* **Work order**
Your task is to print, exactly and only, the lines from the start of the entries below through the line with "filter:drop-shadow(0 0 2px". Include both ends, but skip the pictures.

* **Data for analysis**
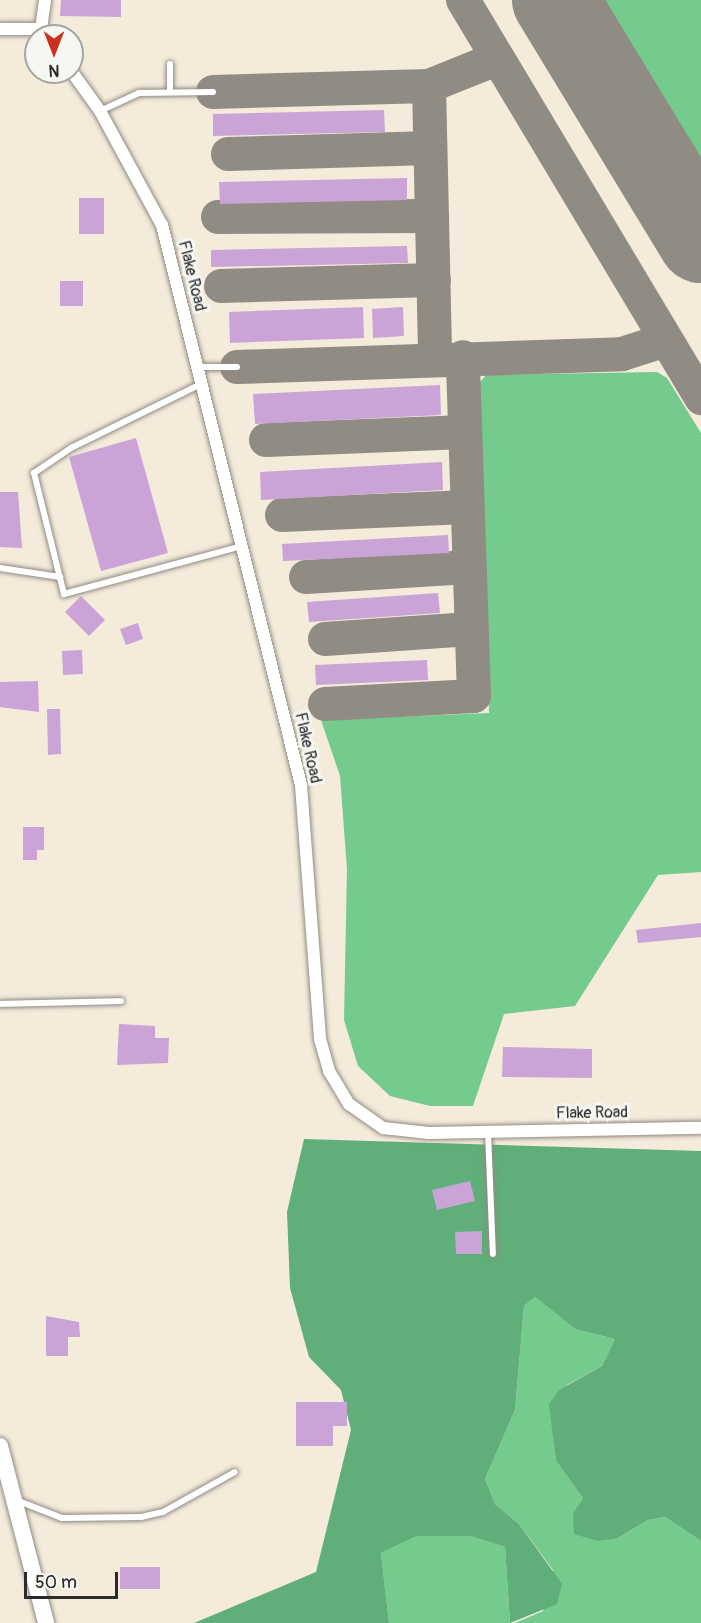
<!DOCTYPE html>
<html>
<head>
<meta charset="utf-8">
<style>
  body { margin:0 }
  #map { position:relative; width:701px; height:1623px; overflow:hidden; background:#f4ebdb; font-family:Pangolin,sans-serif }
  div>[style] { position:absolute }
  .green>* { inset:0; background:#75ca8e }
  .forest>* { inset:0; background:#60ae79 }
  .taxiway>* { height:34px; margin:-17px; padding:0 17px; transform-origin:17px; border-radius:17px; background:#908b83 }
  .runway>* { height:86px; margin:-43px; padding:0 43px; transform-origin:43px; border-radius:43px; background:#908b83 }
  .building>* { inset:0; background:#caa4d6 }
  .roads { filter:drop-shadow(0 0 2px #908b83) drop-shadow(0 0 2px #908b83) }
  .lane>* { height:6px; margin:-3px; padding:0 3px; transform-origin:3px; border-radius:3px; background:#fff }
  .street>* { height:12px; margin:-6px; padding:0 6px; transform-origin:6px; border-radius:6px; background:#fff }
  .secondary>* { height:16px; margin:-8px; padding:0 8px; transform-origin:8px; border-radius:8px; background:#fff }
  span { translate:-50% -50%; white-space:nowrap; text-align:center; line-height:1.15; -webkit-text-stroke:6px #f6f6f2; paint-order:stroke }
  .street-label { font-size:16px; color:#2b2b2b }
  .north { position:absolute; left:24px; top:24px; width:60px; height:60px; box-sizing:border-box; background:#f6f6f2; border:2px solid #a5a5a2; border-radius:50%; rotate:180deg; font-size:16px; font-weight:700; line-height:24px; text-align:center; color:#2b2b2b }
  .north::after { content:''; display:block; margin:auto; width:21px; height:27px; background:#c8321e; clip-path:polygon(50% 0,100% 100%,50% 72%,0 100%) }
  .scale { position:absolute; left:24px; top:1572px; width:94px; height:27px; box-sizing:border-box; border:3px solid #2b2b2b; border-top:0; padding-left:8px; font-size:18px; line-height:21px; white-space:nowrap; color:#2b2b2b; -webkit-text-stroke:4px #f6f6f2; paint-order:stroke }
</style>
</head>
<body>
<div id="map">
  <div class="green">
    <div style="clip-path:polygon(594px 0,701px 0,701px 176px)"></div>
    <div style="clip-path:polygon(657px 372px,667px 378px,701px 433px,701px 872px,658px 875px,575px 1006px,504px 1014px,473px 1106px,430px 1106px,390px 1096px,358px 1066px,344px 1020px,347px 869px,340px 776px,321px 720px,489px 713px,477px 386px,486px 375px)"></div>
    <div style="clip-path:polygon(535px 1297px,575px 1329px,615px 1339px,602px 1366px,567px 1385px,550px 1404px,556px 1461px,583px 1498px,573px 1513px,618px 1538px,648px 1520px,665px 1517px,701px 1541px,701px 1623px,515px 1623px,543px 1611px,553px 1570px,519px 1524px,495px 1504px,485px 1479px,515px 1410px,524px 1306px)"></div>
    <div style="clip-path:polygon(417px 1536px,470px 1536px,505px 1547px,510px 1623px,389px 1623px,381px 1553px)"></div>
  </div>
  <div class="forest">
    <div style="clip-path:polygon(304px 1139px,701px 1151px,701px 1541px,665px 1517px,648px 1520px,618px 1538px,598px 1541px,574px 1534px,573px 1513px,583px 1498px,556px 1461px,549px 1404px,559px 1390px,602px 1366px,615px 1339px,575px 1329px,535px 1297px,524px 1306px,515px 1410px,485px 1479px,495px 1504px,519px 1524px,562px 1584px,557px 1604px,510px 1623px,505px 1547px,470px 1536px,417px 1536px,381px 1553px,389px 1623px,194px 1623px,316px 1572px,351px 1430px,341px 1390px,309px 1357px,290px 1288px,287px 1212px)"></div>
  </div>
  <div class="taxiway">
    <div style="left:463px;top:0;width:464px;rotate:59.1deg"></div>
    <div style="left:429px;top:86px;width:271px;rotate:88.7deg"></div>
    <div style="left:213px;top:92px;width:216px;rotate:-1.6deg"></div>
    <div style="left:429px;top:86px;width:72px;rotate:-21.9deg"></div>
    <div style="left:228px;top:154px;width:202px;rotate:-1.7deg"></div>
    <div style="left:218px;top:217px;width:214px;rotate:-0.3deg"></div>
    <div style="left:221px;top:286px;width:213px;rotate:-1.6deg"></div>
    <div style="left:237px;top:367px;width:385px;rotate:-1.9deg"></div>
    <div style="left:622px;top:354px;width:46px;rotate:-17.7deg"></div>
    <div style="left:266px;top:440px;width:199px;rotate:-2.3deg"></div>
    <div style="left:282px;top:515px;width:185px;rotate:-2.5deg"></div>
    <div style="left:306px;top:577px;width:163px;rotate:-3.5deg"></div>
    <div style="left:325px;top:639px;width:146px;rotate:-3.9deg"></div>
    <div style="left:325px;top:704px;width:149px;rotate:-3.1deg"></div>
    <div style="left:474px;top:696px;width:339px;rotate:-91.9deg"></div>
  </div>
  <div class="runway">
    <div style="left:555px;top:0;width:281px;rotate:58.7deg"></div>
  </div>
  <div class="building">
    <div style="clip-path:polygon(61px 0,121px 0,121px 17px,60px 16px)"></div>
    <div style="clip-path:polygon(384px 110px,385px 132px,213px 136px,213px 114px)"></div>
    <div style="clip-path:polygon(407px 178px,407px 200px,220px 204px,219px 182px)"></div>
    <div style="clip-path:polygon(79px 198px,104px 198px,104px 234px,79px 234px)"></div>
    <div style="clip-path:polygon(407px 246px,408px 263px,211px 267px,211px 250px)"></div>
    <div style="clip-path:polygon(60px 281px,83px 281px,83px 306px,60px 306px)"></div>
    <div style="clip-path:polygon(363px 307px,364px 338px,230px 343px,229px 312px)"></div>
    <div style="clip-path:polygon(403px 307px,404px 336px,373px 338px,372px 309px)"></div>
    <div style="clip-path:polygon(440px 385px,441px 415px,255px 424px,253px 394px)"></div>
    <div style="clip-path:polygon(136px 438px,168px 553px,101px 571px,69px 457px)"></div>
    <div style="clip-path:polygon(442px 462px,443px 490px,261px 500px,260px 472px)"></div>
    <div style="clip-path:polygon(0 492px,18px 492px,22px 548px,0 547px)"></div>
    <div style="clip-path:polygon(448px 535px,449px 553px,283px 561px,282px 544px)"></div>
    <div style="clip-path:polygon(438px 593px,440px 613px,309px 622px,307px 602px)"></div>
    <div style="clip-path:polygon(81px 596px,105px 620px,89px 636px,65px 612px)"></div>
    <div style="clip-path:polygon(138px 623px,143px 639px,126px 645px,120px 629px)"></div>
    <div style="clip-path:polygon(82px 650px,83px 674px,63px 675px,62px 651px)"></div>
    <div style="clip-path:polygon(427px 660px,428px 680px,316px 685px,315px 665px)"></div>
    <div style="clip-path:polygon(38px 681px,39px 712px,0 707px,0 682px)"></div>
    <div style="clip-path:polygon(47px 709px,60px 709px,61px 754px,48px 755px)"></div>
    <div style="clip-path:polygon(23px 827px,44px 827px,44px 850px,37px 850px,37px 860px,23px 860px)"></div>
    <div style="clip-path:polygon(701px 923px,701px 937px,638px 943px,636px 930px)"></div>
    <div style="clip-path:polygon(119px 1024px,155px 1026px,155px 1038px,169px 1038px,168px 1063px,117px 1065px)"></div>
    <div style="clip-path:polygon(503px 1047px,592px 1049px,592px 1078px,502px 1077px)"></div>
    <div style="clip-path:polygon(470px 1181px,475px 1201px,437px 1210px,432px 1190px)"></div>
    <div style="clip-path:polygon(482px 1231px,482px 1254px,456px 1254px,455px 1232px)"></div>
    <div style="clip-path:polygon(46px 1316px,79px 1322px,80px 1337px,68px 1337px,68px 1356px,46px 1356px)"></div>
    <div style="clip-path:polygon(296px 1402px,347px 1402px,347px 1426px,333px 1426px,333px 1446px,296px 1446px)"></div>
    <div style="clip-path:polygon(120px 1567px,160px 1567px,160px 1589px,120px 1589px)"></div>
  </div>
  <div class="roads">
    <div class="lane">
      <div style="left:170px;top:64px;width:28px;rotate:90deg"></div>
      <div style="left:100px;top:111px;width:43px;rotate:-24.8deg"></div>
      <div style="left:139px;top:93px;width:74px;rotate:-0.8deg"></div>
      <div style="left:198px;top:367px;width:39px"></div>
      <div style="left:201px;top:384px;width:145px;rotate:153.8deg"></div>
      <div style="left:71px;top:448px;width:45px;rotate:146deg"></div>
      <div style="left:34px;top:473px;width:125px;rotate:76.1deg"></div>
      <div style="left:64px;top:594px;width:184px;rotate:-15.1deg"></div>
      <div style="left:0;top:568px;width:61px;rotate:8.5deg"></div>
      <div style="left:0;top:1004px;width:121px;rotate:-1.4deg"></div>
      <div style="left:488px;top:1132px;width:122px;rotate:87.7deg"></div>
      <div style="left:16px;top:1500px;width:49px;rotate:21.4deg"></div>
      <div style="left:62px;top:1518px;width:79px;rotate:-0.7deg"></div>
      <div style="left:141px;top:1517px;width:23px;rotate:-13deg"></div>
      <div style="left:163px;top:1512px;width:82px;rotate:-29.1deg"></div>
    </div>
    <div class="street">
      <div style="left:0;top:29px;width:41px"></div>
      <div style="left:41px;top:29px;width:29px;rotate:-82deg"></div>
      <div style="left:72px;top:72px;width:48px;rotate:54.3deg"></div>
      <div style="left:100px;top:111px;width:130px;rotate:61.5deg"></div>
      <div style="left:162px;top:225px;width:577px;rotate:76.06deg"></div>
      <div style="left:301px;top:785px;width:255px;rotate:85.7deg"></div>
      <div style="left:320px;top:1039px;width:33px;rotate:74deg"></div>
      <div style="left:329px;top:1071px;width:39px;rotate:59deg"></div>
      <div style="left:349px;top:1104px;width:42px;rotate:35.2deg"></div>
      <div style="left:383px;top:1128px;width:46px;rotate:6.2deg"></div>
      <div style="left:429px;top:1133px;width:272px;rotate:-1.1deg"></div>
    </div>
    <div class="secondary">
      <div style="left:0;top:1446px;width:183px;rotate:75.4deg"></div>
    </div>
  </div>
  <div class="street-label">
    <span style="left:192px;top:276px;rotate:76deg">Flake Road</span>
    <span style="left:308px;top:748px;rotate:77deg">Flake Road</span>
    <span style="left:592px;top:1113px;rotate:-1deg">Flake Road</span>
  </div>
  <div class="north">N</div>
  <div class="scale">50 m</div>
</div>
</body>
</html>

* **Exercise answer**
<!DOCTYPE html>
<html>
<head>
<meta charset="utf-8">
<style>
  body { margin:0 }
  #map { position:relative; width:701px; height:1623px; overflow:hidden; background:#f4ebdb; font-family:Pangolin,sans-serif }
  div>[style] { position:absolute }
  .green>* { inset:0; background:#75ca8e }
  .forest>* { inset:0; background:#60ae79 }
  .taxiway>* { height:34px; margin:-17px; padding:0 17px; transform-origin:17px; border-radius:17px; background:#908b83 }
  .runway>* { height:86px; margin:-43px; padding:0 43px; transform-origin:43px; border-radius:43px; background:#908b83 }
  .building>* { inset:0; background:#caa4d6 }
  .roads { filter:drop-shadow(0 0 2px #908b83) drop-shadow(0 0 2px #908b83) }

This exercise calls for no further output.